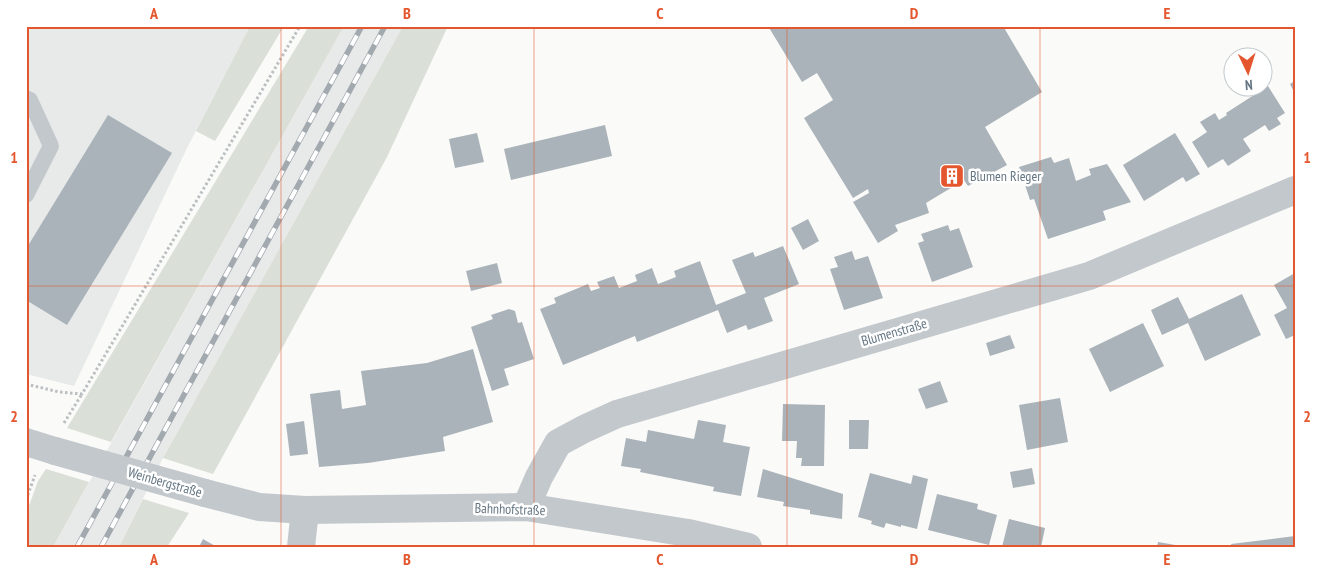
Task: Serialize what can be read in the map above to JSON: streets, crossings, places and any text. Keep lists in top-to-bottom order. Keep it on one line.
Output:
{"streets":{"street":["Blumenstraße","Weinbergstraße","Bahnhofstraße"]},"crossings":[["Blumenstraße","Bahnhofstraße"],["Weinbergstraße","Bahnhofstraße"]],"places":{"building":["Blumen Rieger"]},"north":"bottom","grid":{"columns":["A","B","C","D","E"],"rows":["1","2"]}}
============
== Exercise description ==
Would you transcribe the listing above line by line, exactly, leaving every picture out?

== Solution for this exercise ==
Task: Serialize what can be read in the map above to JSON: streets, crossings, places and any text. Keep lists in top-to-bottom order. Keep it on one line.
Output:
{"streets":{"street":["Blumenstraße","Weinbergstraße","Bahnhofstraße"]},"crossings":[["Blumenstraße","Bahnhofstraße"],["Weinbergstraße","Bahnhofstraße"]],"places":{"building":["Blumen Rieger"]},"north":"bottom","grid":{"columns":["A","B","C","D","E"],"rows":["1","2"]}}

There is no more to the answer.